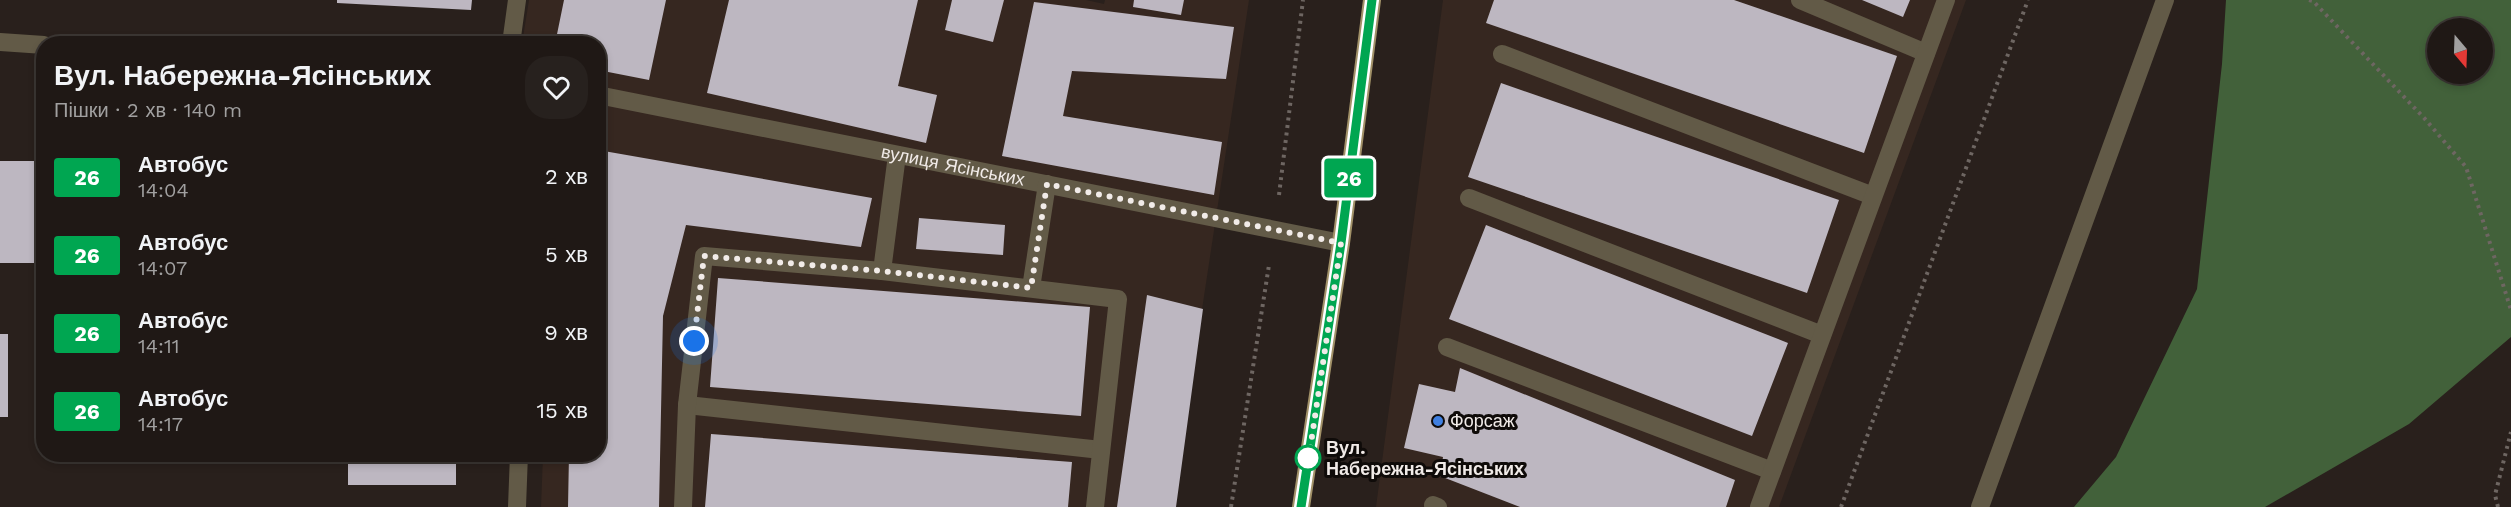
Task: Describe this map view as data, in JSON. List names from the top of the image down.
{
  "streets": {
    "street": ["вулиця Ясінських"]
  },
  "places": ["Форсаж", "Вул. Набережна-Ясінських"],
  "lines": ["bus line 26"],
  "north": "bottom",
  "page": {
    "on_map": "26",
    "heading": ["Вул. Набережна-Ясінських", "Пішки · 2 хв · 140 m"],
    "list": [
      {
        "mark": "26",
        "name": "Автобус",
        "note": "14:04",
        "value": "2 хв"
      },
      {
        "mark": "26",
        "name": "Автобус",
        "note": "14:07",
        "value": "5 хв"
      },
      {
        "mark": "26",
        "name": "Автобус",
        "note": "14:11",
        "value": "9 хв"
      },
      {
        "mark": "26",
        "name": "Автобус",
        "note": "14:17",
        "value": "15 хв"
      }
    ]
  }
}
◇ ◇ ◇ ◇ ◇
Go through the listing and copy each line that includes the string "value".

EXPECTED ANSWER:
        "value": "2 хв"
        "value": "5 хв"
        "value": "9 хв"
        "value": "15 хв"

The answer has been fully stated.